Dataset entries:
•••••

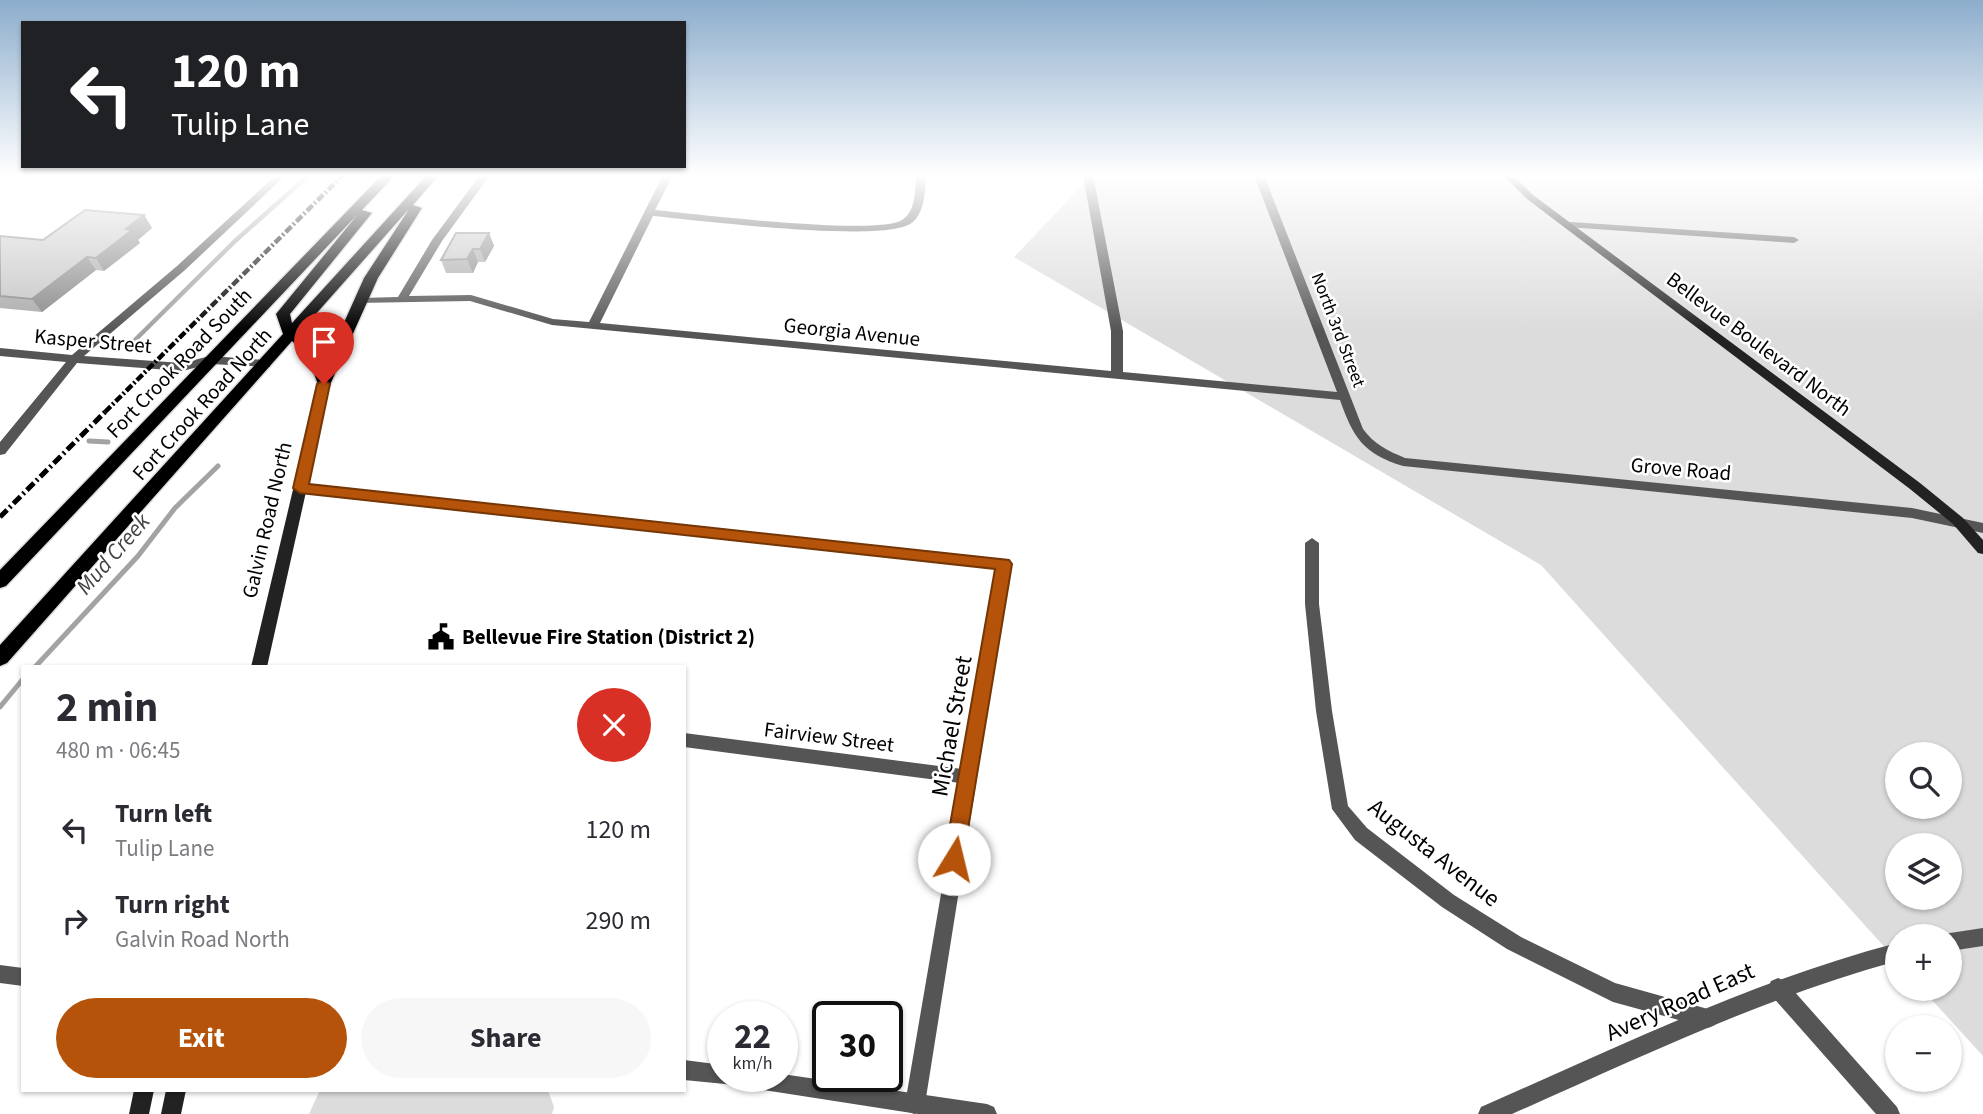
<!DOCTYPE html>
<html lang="en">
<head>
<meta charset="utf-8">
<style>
	body { margin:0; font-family:"Source Sans 3",sans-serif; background:#f7f7f7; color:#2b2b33; height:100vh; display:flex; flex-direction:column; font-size:26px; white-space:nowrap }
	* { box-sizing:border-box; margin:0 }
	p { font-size:23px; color:#7c7c81 }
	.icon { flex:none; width:38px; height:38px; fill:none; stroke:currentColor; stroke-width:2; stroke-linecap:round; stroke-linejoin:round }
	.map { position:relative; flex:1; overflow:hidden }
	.sheet { position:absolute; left:21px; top:665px; width:665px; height:427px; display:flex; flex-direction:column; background:#fff; border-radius:0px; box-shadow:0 2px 5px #0004 }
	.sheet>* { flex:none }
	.banner { position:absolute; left:21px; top:21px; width:665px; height:147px; border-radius:0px; box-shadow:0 2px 5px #0004; background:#202124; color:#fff; overflow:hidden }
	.buttons { position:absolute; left:1885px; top:742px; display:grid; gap:14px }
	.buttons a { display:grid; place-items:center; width:77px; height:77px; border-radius:50%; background:#fff; box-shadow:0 2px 5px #0004; font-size:35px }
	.speed { position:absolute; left:707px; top:1001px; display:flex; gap:14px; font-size:35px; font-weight:700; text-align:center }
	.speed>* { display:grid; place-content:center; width:91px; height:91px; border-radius:50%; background:#fff; box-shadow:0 2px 5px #0004; line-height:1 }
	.speed small { font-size:18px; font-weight:400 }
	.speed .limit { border:4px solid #111; border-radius:10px; background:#fff; color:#111 }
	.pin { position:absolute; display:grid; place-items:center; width:60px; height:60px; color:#fff; margin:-72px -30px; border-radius:50% 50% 50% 0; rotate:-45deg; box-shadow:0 0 7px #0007 }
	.pin .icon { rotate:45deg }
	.me { position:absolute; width:77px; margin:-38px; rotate:9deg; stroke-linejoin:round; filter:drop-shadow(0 0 5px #0008) }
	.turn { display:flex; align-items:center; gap:24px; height:147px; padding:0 35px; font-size:32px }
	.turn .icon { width:91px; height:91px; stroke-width:2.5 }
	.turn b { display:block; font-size:49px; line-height:60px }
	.round { display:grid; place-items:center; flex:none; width:74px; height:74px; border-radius:37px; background:#f7f7f7 }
	.summary { display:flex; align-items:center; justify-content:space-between; height:119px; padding:0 35px }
	h1 { font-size:42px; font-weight:700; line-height:52px }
	.primary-button { display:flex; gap:14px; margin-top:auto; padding:14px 35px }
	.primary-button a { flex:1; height:80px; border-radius:42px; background:#b45309; color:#fff; font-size:28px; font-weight:700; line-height:80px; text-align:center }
	.primary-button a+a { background:#f7f7f7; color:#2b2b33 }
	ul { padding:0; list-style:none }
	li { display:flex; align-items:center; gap:21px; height:91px; padding:0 35px }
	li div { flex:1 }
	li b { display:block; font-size:26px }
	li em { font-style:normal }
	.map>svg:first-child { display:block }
</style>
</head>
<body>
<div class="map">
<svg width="1983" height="1114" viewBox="0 0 1983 1114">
	<rect width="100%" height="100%" fill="#fff"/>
	<!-- green -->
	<g fill="#dcdcdc" fill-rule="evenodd">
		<path d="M1092,175H1983V1056L1922,989H1950V936H1897V961L1541,565L1014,257ZM1897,754H1950V807H1897ZM1897,845H1950V898H1897Z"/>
		<polygon points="320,1090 548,1090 554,1107 552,1114 309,1114"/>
	</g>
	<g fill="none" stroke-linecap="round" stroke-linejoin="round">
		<!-- stream-far1 -->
		<polyline stroke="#a3a3a3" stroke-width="4.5" points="132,343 234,242 309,175"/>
		<!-- stream -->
		<g stroke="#a3a3a3" stroke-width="5">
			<polyline points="89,441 108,442"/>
			<polyline points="35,667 138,556 175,508 218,466"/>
			<polyline points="0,707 23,679"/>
		</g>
		<!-- primary casing -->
		<g stroke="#dbdbdb" stroke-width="3">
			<path id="primary" d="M382,175H395L362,210L372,213L290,314L292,323L427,175H439L413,205L422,208L378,278L329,387H319L307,355L292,341L7,663L0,666V645L283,334L276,314L358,214L6,586L0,588V570ZM409,209L364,278L325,365L319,350L299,333Z"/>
		</g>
		<!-- minor -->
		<g fill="#555" fill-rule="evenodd">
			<polygon points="276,175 286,175 185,270 84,356 182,363 210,356 266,360 270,361 270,367 210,364 182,371 77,363 5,454 0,455 0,442 66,362 0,356 0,348 72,355 177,266"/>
			<path d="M480,175H490L442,241L409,296L471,295L553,319L589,322L663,175H673L655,210C696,214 876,236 902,220C916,212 915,189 916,175H926C925,191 925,215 910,224C878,243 698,220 653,216L600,323L1111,371V331L1083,175H1093L1123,331V372L1337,392L1254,175H1264L1363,429C1374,444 1388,451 1405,458L1912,508L1983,523V533L1912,518L1403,466C1363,454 1353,437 1340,400L552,325L470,301L356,303L355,301L360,298L398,297L432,240Z"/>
			<polygon points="1571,222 1794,237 1799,240 1794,243 1567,227 1567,223"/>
			<polygon points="300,483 1009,560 1011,564 925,1104 922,1111 914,1114 908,1111 905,1104 960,783 684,747 684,733 962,769 996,568 295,491 293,488"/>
			<polygon points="1312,538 1319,543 1319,604 1332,711 1348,806 1367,828 1454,895 1521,937 1615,983 1715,1011 1718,1018 1715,1025 1708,1028 1613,1002 1507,949 1442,907 1355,840 1332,809 1316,711 1305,604 1305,543"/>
			<polygon points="1778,978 1785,981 1897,1107 1900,1114 1876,1114 1771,995 1768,988 1771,981"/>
		</g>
		<!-- tertiary -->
		<g fill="#555" fill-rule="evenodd">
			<polygon points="1983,928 1983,946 1950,951 1950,936 1943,936 1950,933"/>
			<path d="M1897,943V961C1762,998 1639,1058 1512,1114H1478L1481,1107C1618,1047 1752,981 1897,943Z"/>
			<polygon points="0,965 23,968 23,986 0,983"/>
			<polygon points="684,1060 723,1065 723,1076 782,1076 782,1074 987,1104 994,1107 997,1114 918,1114 725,1084 684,1080"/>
		</g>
		<!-- secondary -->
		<g fill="#222" fill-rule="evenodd">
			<polygon points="1503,175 1513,175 1533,195 1920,483 1963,518 1983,540 1983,554 1978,553 1953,524 1910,489 1527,199"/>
			<polygon points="324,380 330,384 267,667 251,667 318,384"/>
			<polygon points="134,1090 154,1090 149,1114 129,1114"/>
			<polygon points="166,1090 186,1090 181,1114 161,1114"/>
		</g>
		<!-- primary -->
		<use href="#primary" fill="#000" fill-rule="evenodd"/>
		<!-- rail-far1 -->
		<polyline stroke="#000" stroke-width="4.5" stroke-dasharray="8 2.5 2 2.5" stroke-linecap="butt" points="105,412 343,175"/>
		<!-- rail -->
		<polyline stroke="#000" stroke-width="5" stroke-dasharray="10 3.5 2 3.5" stroke-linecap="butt" points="0,517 107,410"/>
	</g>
	<!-- wall -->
	<g fill="#a9a9a9">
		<polygon points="144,215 152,228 138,240 140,243 104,271 96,270 42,312 0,308 0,236 43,240"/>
		<polygon points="489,233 494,246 485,262 478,262 473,273 446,273 441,260"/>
	</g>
	<!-- shaded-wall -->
	<g fill="#898989">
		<polygon points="144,215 152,228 138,240 140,243 104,271 96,258 126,229"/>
		<polygon points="489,233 494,246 485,262 480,249"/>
		<polygon points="473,249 478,262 473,273 467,259"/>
		<polygon points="87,257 96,270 42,312 32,299"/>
	</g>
	<!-- building -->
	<g fill="#c4c4c4" stroke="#898989" stroke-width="2">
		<polygon points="85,210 144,215 126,229 132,230 96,258 87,257 32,299 0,296 0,236 43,240"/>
		<polygon points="456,233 489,233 480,249 473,249 467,259 441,260"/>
	</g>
	<!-- sky -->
	<linearGradient id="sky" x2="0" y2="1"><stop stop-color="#8cadcc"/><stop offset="0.53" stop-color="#fff"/><stop offset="1" stop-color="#fff" stop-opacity="0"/></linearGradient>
	<rect width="1983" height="331" fill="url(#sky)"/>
	<!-- route -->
	<polygon fill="#b45309" stroke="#753606" stroke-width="2" points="324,380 330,384 309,484 1009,560 1012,564 962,865 954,868 947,865 944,859 995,569 300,493 293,488 317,384"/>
	<!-- icons -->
	<defs>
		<g id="civic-bare" transform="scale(2.1)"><path d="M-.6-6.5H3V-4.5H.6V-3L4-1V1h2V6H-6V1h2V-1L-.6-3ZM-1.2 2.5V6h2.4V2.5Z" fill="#000" stroke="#fff" stroke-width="2.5" paint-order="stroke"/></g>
	</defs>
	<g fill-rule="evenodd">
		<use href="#civic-bare" x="441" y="637"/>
	</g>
	<g text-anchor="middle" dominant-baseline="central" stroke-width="5" stroke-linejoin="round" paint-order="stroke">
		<!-- far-street labels -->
		<g font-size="18" fill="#000" stroke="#fff">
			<text transform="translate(1338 330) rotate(69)">North 3rd Street</text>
		</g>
		<!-- street labels -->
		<g font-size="21" fill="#000" stroke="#fff">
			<text transform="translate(852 332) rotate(6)">Georgia Avenue</text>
			<text transform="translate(93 341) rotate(5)">Kasper Street</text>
			<text transform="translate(1759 344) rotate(37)">Bellevue Boulevard North</text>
			<text transform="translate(179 363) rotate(-46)">Fort Crook Road South</text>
			<text transform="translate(202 404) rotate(-48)">Fort Crook Road North</text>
			<text transform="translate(1681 469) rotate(5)">Grove Road</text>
			<text transform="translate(267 520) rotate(-77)">Galvin Road North</text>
			<text transform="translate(829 737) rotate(7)">Fairview Street</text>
		</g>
		<!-- poi labels -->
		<g font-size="21" font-weight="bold" fill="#000" stroke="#fff" text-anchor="start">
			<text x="462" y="637">Bellevue Fire Station (District 2)</text>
		</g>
		<!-- water labels -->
		<g font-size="23" font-style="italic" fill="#444" stroke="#fff">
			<text transform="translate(113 554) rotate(-49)">Mud Creek</text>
		</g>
		<!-- near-street labels -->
		<g font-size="24" fill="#000" stroke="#fff">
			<text transform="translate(952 726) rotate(-80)">Michael Street</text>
			<text transform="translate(1434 853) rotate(38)">Augusta Avenue</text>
			<text transform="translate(1680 1002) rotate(-24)">Avery Road East</text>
		</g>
	</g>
</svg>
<div class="buttons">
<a><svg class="icon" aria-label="search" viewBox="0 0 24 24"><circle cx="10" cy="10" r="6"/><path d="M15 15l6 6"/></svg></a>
<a><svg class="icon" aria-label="layers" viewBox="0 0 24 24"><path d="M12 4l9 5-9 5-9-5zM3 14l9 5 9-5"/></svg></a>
<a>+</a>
<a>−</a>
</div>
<div class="speed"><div>22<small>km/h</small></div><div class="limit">30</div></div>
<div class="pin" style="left:324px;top:384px;background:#d93025"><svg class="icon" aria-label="arrive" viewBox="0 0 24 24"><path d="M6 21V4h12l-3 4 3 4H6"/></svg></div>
<svg class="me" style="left:954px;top:859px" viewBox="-20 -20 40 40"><circle r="19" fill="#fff"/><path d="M0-13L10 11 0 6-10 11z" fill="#b45309"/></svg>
<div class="banner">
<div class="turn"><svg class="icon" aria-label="left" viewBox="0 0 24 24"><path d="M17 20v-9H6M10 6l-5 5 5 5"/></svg><div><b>120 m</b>Tulip Lane</div></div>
</div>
<section class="sheet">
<div class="summary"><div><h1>2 min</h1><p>480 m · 06:45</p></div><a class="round" style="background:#d93025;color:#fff"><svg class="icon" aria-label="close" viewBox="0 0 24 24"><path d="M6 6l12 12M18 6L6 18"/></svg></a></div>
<ul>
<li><svg class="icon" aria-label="left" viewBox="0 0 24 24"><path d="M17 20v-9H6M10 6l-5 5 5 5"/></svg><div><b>Turn left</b><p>Tulip Lane</p></div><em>120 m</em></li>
<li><svg class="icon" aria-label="right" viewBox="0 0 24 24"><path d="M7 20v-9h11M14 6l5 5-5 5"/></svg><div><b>Turn right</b><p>Galvin Road North</p></div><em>290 m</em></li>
</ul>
<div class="primary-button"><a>Exit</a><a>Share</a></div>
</section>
</div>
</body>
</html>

•••••

Across the records above, how many lines hold the string "buttons"? The number alone will do.

3